Я переехал в Париж, занялся своей карьерой, и карьера милейшей женщины, в последний раз возникшей надо мной в халатике и пеньюаре, размылась, я не знаю деталей. Лишь единожды года два назад мне удалось прочесть в русской газете скромное и короткое интервью с ней. Интервью было затиснуто в самый темный угол газеты. Оказывается, Людмила теперь часто посещает Афганистан. Она, вместе с другом Володей Буковским и другими энтузиастами, организовала ни больше ни меньше «Свободное Радио Кабул» и сумела установить в различных точках Афганистана около дюжины радиотрансмиттеров. «В афганистанских условиях это была нелегкая задача», — призналась она. В ответ на простодушный вопрос интервьюера, откуда взялись деньги на дюжину радиотрансмиттеров и всю эту грандиозную межконтинентальную затею в целом, Людмила скромно объяснила, что, разумеется, «частные пожертвования» позволили осуществить коллективную мечту.

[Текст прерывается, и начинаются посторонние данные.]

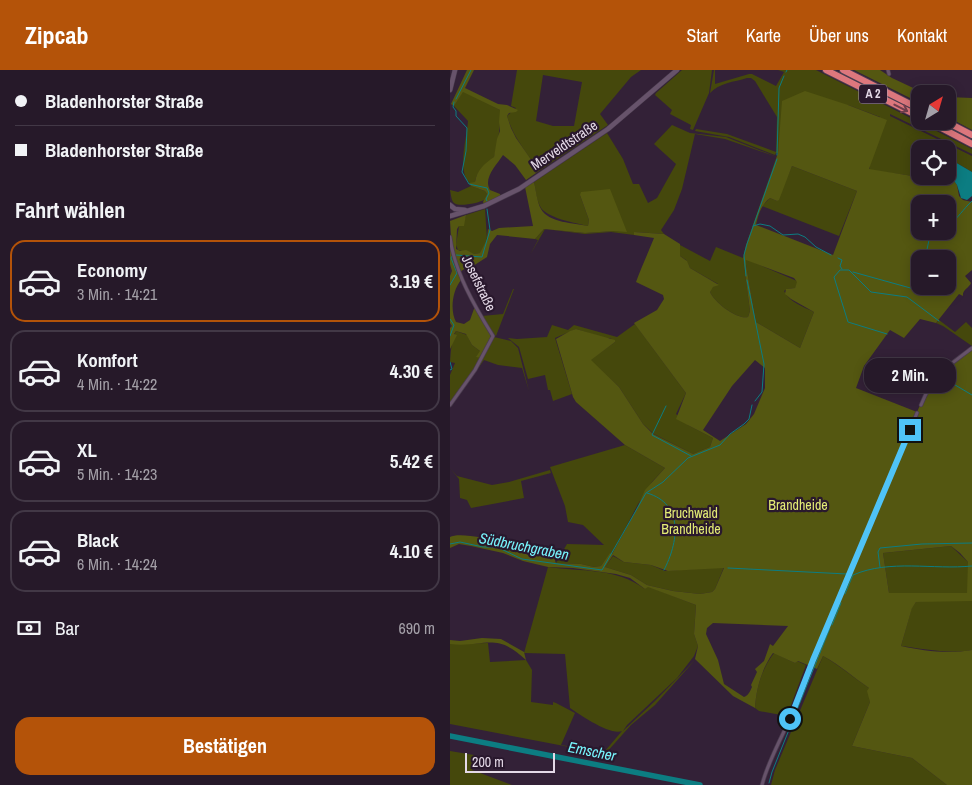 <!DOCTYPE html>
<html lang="de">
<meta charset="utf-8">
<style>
body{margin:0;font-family:"Archivo Narrow",sans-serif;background:#2e2231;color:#f1f3f6;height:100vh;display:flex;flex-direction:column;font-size:19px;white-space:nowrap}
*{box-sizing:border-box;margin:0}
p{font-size:16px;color:#a4a0a8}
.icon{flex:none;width:28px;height:28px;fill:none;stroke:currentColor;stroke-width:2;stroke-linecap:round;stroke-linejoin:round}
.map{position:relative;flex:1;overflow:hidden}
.details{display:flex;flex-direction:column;background:#261929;width:450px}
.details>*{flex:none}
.banner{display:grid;align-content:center;height:110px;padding:0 15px;background:#261929}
.needle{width:32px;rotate:37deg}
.buttons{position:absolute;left:461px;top:15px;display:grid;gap:10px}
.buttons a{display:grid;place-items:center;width:45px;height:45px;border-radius:10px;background:#261929;box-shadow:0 2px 12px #0003,0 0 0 1px #423846;font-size:25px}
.scale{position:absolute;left:15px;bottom:12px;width:90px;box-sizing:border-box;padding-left:5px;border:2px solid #e4d9e7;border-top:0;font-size:14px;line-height:18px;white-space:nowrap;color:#e4d9e7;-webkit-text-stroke:4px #29182d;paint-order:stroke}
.end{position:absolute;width:22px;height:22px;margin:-11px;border:6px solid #4fc3f7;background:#111;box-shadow:0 0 0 2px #111}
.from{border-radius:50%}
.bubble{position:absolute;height:35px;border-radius:15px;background:#261929;box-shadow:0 2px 12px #0003,0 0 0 1px #423846;font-size:16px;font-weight:700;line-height:35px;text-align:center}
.banner b{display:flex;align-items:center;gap:18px;height:48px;font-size:19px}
.banner b+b{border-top:1px solid #423846}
.banner i{width:12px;height:12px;background:#f1f3f6}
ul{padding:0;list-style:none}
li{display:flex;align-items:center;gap:15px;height:82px;margin:0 10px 8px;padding:0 5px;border:2px solid #423846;border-radius:15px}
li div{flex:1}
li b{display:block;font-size:19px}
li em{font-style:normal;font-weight:700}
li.selected{border-color:#b45309}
li>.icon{width:45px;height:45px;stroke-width:1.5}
h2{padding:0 15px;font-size:22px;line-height:60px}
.pay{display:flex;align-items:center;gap:12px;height:55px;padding:0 15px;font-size:19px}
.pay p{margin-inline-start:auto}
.button{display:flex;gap:10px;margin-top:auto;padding:10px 15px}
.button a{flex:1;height:58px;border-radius:15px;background:#b45309;color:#fff;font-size:20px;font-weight:700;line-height:58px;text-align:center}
header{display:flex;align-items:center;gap:30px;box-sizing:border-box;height:70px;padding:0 25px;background:#b45309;color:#fff}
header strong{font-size:24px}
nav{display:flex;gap:28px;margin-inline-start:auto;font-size:18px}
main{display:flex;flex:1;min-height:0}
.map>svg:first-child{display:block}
.green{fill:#45480c;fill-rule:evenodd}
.forest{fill:#545711;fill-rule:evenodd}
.water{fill:#0c7d82}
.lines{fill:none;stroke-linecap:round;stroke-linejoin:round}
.stream{stroke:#0c7d82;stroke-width:1}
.river{stroke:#0c7d82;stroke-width:5.5}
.street-casing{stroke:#4a3c4e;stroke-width:4.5}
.secondary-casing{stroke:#4a3c4e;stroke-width:5.5}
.highway-casing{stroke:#4a3c4e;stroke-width:8}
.street{stroke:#67536b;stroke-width:3}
.secondary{stroke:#67536b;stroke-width:4.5}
.highway{stroke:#dd777d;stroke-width:6}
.oneway{stroke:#713e4d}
.route{stroke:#4fc3f7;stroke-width:6}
.labels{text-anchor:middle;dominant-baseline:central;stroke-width:4.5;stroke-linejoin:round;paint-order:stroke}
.shield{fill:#29182d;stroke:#ac9faf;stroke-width:1}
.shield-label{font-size:12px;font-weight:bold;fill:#e4d9e7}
.street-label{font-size:14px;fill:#e4d9e7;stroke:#29182d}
.park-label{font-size:14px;fill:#e3eb75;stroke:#29182d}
.water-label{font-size:15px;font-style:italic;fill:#78f6fe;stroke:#29182d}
</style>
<header>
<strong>Zipcab</strong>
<nav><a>Start</a><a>Karte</a><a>Über uns</a><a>Kontakt</a></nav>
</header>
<main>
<section class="details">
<div class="banner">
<b><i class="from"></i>Bladenhorster Straße</b>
<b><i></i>Bladenhorster Straße</b>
</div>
<h2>Fahrt wählen</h2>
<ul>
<li class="selected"><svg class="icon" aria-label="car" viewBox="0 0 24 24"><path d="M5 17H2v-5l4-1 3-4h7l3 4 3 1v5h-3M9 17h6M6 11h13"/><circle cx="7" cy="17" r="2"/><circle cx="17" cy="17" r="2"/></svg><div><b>Economy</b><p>3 Min. · 14:21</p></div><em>3.19 €</em></li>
<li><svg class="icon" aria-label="car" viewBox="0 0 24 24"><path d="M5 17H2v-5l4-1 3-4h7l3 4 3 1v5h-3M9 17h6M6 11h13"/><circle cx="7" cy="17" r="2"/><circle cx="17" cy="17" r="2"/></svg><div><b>Komfort</b><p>4 Min. · 14:22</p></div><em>4.30 €</em></li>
<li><svg class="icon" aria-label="car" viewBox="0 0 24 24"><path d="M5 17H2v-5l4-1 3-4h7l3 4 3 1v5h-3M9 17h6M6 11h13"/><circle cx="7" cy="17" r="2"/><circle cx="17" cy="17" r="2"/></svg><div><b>XL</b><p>5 Min. · 14:23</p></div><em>5.42 €</em></li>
<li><svg class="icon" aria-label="car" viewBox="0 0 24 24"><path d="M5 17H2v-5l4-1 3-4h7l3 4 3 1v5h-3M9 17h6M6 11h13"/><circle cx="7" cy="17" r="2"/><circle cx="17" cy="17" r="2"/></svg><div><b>Black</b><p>6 Min. · 14:24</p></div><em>4.10 €</em></li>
</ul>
<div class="pay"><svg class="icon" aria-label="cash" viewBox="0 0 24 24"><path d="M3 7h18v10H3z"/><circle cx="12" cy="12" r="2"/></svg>Bar<p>690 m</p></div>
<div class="button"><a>Bestätigen</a></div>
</section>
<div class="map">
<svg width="522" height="715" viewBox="0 0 522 715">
<rect width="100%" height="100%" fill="#332137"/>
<path class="green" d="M67 0H191L181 7 150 44 158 55 89 101C77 83 63 67 57 46L66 38 61 36ZM93 5 132 12 124 56H103L86 51Z
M232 0H262L259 23 243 60 240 59 241 55 220 44 222 40 205 25 206 23Z
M264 0H265V14L299 4H302L326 16 334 2 328 0H366L522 79V84L440 44V46L522 86V102L498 88V79H470V106H478V108L419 100 430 47 398 35 330 69 328 83H326L325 85 279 67 245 61 246 59 277 64 326 82 327 47 305 11 301 8H297C284 12 269 13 260 23Z
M13 21 50 40C51 52 48 76 44 87 39 98 28 96 25 112L21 114C6 104 17 67 18 51L4 36Z
M222 55 240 63 276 67 327 87 275 69 245 64 232 119 224 140 211 160 214 164 184 162V165L161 162 135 164 95 159 80 185 88 170 85 169 94 159 135 163 164 161 130 125 139 150 138 156C126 153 95 148 90 136 86 129 86 120 84 112L157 63 173 89 183 114H189L198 133 207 128 226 94 204 74Z
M342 96 407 121 389 166 312 136 320 128 327 131Z
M21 116 35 121 37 124 34 130C28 133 7 138 3 132 1 129 1 124 0 120L8 122Z
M35 139 37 169 31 183 24 184 8 180 6 175 9 156H13L16 145Z
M230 175 260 191 266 177 293 188 300 241 298 247C287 250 264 232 260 222L261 218 268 214 240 198 236 190 230 186Z
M296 189 347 211V214L345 218 337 219 334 221C339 232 354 237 364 242L350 278 306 252 296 195Z
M63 219H64L46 266 45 265 32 246 53 244Z
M489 250 505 262 516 252 522 258V276L493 256 486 253Z
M185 254 236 323 226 344 238 355 263 368 260 377 243 384 204 364 193 354 169 317 140 290 165 272 160 268H154L126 259 105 268 122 324 103 331 100 320H98L95 305 78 309 69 277 58 268 67 269 97 267 102 255 118 260 124 255 167 267Z
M6 261 17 265 22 275 30 281 31 288 0 334V305L5 293 0 292C1 281 1 271 6 261Z
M44 267 61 271 68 278 79 321 72 298 48 295 34 290 1 336Z
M175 375 215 398 202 412 188 434 162 484H160L151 496 144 497 131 494 106 493 117 474 154 475 133 455 118 452 115 436 100 397Z
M0 398 7 406 42 415 59 412 100 400 101 403 71 411 74 428 21 438 17 430 10 428 9 409Z
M501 476 518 492V523H439L433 483Z
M163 486 174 492 201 495 215 501 274 497 265 519 262 522 250 524 223 521 197 515 181 505 155 497Z
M98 497C132 502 165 497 195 519L197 516 246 535 244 564 248 576 244 586 227 608 177 655 173 661 205 631 245 590 205 635 181 655 156 683V684L0 654V574L38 573 40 592 76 590 82 600 81 632 103 635V632L106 633 125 643 111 675 152 682 155 681 172 661C161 666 130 645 120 638L115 584 74 583Z
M477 531H522V580C498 584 474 579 451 576L462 537 466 532Z
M324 583 345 593 347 591 356 595 337 646 309 641 305 638C306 619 312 598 324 583Z
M373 586C389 595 403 607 419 618L420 632 402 676 462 688 497 715H321L325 700Z
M0 681 24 685 26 687 22 700 62 715H0Z"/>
<path class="forest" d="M17 0H24L15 18 48 34 57 35 68 40 66 42 59 43 57 46 61 58 66 68 89 101 76 110 65 95 53 85C46 96 33 108 40 120L50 124 51 127 34 134 33 132 37 124 35 121 21 116 19 113 25 112C27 100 34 94 44 87L47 69 50 61 49 52 50 40 13 22 4 36 1 34Z
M404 0H430L442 8 476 24H470V33Z
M355 21 398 35 437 50 419 99 475 108 478 106H498V102L507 115 509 126 513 130 522 132V200L515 206 521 213C519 218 512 220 513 226L509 224 486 253 470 249 454 268 440 260 414 296 406 318 467 342 478 317 484 307 522 276V531L466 532 462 538 451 576C473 581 499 584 522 580V715H497L462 688 402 676 420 632 417 621 419 618C403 607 390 595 373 586L367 599 348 591 345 593 323 583C312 598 306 619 305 638L283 626 245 589 248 576 244 564 246 535 198 517 195 519 180 508 166 504 123 498 98 497 73 491 53 483 21 476 9 474 0 478V467C15 459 86 481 106 487L105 491 106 493 131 494 144 497 151 496 160 483 162 484 187 438 195 420 215 398 175 375 126 332 123 327 106 269 120 261 126 259 165 270V272L141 290 169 317 193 354 203 364 243 384 260 377 263 368 226 349 236 323 184 253 207 240 214 229 213 225 186 212C192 196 198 183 204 168L184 165V162L214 164 230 174V186L237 191 240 198 269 215 263 217 260 222C264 232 287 250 298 247L300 241 293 188 296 175 328 83 332 31ZM342 96 407 121 383 185 306 155C308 145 311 135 320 128L327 131 329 130ZM470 134H498V161H470ZM470 189H498V216H470ZM296 190 344 208 347 212 345 218 336 219 335 224 341 229 364 242 350 278 306 252 296 195ZM305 290 315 298V318L304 344 296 354 270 371 253 360 282 316ZM501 476 510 483 518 492 517 523H439L433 483ZM163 485 174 492 201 495 218 501 274 498 265 519 262 522 250 524 223 521 197 515 181 505 155 497ZM263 553 338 556 323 576 320 574 314 591 305 599 307 602 301 615 302 617C300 621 299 625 294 627L274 614 268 590 256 564 257 558Z
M498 27 522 28V60L498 47Z
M84 112C86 120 87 132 91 139 99 153 124 153 138 156L139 150 130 125 131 122 160 119 177 162 164 161 135 163 94 159 85 169 47 165 40 174 37 187 23 196 17 197 10 202 2 181 0 151 16 145 14 156H9L7 159 6 179 10 181 16 180 24 184 30 183 37 169 38 159 42 161 49 158 83 156 75 117Z
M0 173 1 183 11 210C2 221 0 241 6 252L14 254 20 250 25 236 41 265 40 271 31 288 26 287 30 281 22 275 16 264 6 261 4 264 7 265 0 279V258L2 256 0 253V206L2 201 0 194Z
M32 568 51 569 74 582 76 590C46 561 34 578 0 574V570L10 571Z"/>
<path class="water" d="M498 88 522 102V126L517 130 511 128 507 115 498 102Z"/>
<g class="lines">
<path class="stream" d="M336 2 337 0
M6 29 21 0
M4 32 3 37 6 41V46L17 58 16 81 12 102 19 114 37 118 39 123 36 129 37 131
M327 85 329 18 334 6
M498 155C508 149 513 139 522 131
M303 156 310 154 320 156 333 165 348 164 355 167 366 177 381 185
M6 185 32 187 40 160 37 139
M388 188 392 190 390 196 392 199
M475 189 479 170 490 161
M403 202 464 219H468L470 210
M296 206 294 185 297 174 327 89
M297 210 314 294 312 322 305 331
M0 215 7 203 1 188 2 186
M0 249 4 255 0 266
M437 264 398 252 384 207 390 200H399L421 222 457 227 489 251
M0 292 2 299 0 300
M495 309 522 325
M216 336 202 365 241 386
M197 423C235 434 228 473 214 500
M0 474 10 472 33 477H47L72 489 152 500 196 423 213 412 238 388 270 375 280 364 294 354 299 349 302 335
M430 497 428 482 430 478 472 474 522 473
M278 498 397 504
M395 524 403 505C440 489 483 500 522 496
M382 555 391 533
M319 713 322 702 380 558"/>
<path class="river" d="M0 666 250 715"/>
<defs>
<path id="street" d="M438 0 439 4
M0 167C4 201 25 237 43 266L25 300 0 335
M471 335C484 303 496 298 522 278
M312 715C318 690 336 660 346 635 384 537 427 441 467 343"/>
<path id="secondary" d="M0 20 5 0
M0 135 5 139 15 140
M0 146 34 136 69 119 158 59 227 0"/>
<path id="highway" d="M376 0 470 47
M393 0 470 39
M478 51 522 74
M495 51 522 65"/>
</defs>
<use href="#street" class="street-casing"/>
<use href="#secondary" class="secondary-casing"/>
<use href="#highway" class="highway-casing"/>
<use href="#street" class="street"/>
<use href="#secondary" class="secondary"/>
<use href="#highway" class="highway"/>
</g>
<defs><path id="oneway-shaft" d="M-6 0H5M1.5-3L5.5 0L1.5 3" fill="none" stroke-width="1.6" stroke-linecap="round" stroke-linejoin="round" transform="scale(1.25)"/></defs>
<use class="oneway" href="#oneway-shaft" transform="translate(451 38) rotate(27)"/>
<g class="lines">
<path class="route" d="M340 649 363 590 460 360"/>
</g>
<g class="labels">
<rect class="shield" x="409" y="14.5" width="28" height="19" rx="4"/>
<g class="shield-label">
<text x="423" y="24">A 2</text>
</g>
<g class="street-label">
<text transform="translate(114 75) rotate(-34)">Merveldtstraße</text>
<text transform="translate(29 213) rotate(64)">Josefstraße</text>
</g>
<g class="park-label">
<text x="348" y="435">Brandheide</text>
<text x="241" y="443">Bruchwald<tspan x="241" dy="16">Brandheide</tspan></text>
</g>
<g class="water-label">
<text transform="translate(74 476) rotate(11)">Südbruchgraben</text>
<text transform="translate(142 681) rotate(11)">Emscher</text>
</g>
</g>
</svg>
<div class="buttons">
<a><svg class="needle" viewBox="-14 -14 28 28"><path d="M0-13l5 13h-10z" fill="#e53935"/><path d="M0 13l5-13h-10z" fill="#a4a0a8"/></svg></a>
<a><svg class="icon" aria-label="locate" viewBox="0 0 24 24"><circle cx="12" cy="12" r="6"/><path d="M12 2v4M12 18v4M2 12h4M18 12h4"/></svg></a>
<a>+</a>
<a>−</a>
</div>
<div class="scale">200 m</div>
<i class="end from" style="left:340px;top:649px"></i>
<i class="end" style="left:460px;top:360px"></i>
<div class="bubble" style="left:414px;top:288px;width:92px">2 Min.</div>
</div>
</main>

Сицилийскую мамму я увидел опять в 1981 году. Приехал толстоморденький, грубо говорящий по-русски диссидент Войнович (чтобы пополнить собой символическую братскую могилу диссидентов здесь, на Западе), и ПЕН-клуб организовал на рю Франсуа Мирон встречу. Я оказался на вечеринке диссидентов случайно, так как одна дама, от каковой я кое-что хотел получить, назначила мне там свидание. Вообще-то я стараюсь не общаться с мертвыми душами. Зная, что дама опоздает, опоздал и я. Первое, что я увидел, войдя, был буфет. Я улыбнулся буфету. Вслед за буфетом я увидел профиль симпатичного крепенького юноши-американца, поступившего в свое время в мою группу в Альянс Франсэз через два дня после меня и исчезнувшего из группы (об этом мне уже сообщил другой соученик) через день после того, как я перестал посещать занятия. Юноша говорил с лысым стариком по-русски так, как будто бы он родился в Харькове. В Альянс Франсэз он сказал мне, что родился в Чикаго. Американец заметил меня, и мы оба сделали вид, что мы друг друга не заметили. Я — чтобы не смущать его. Он — чтобы не смущать меня. Когда я, с сожалением узнав от барменов, что дринк получить не могу, следует ожидать окончания официальной части, вернулся к краю толпы, пенящейся спинами и затылками у дверей, ведущих в основной зал (там выступали, стоя рядом с виновником, ораторы), юного Питера Пена и след простыл. Я заглянул через головы в зал. Слева у стены большим черным пятном сидела сицилийская мамма! Она еще больше распухла, увеличилась вдвое, розовые вздутия лица стали желтыми вздутиями. Отдельно, как на троне, сидела сицилийская мамма, расставив увеличившиеся колени под черным платьем. Черная шаль покрывала ее благородные русские плечи из рода российских историков. У подножия невидимого трона подвизались скованные с ней невидимыми цепями два-три-четыре лица, скелета, нарочито пригнувшиеся фигурки.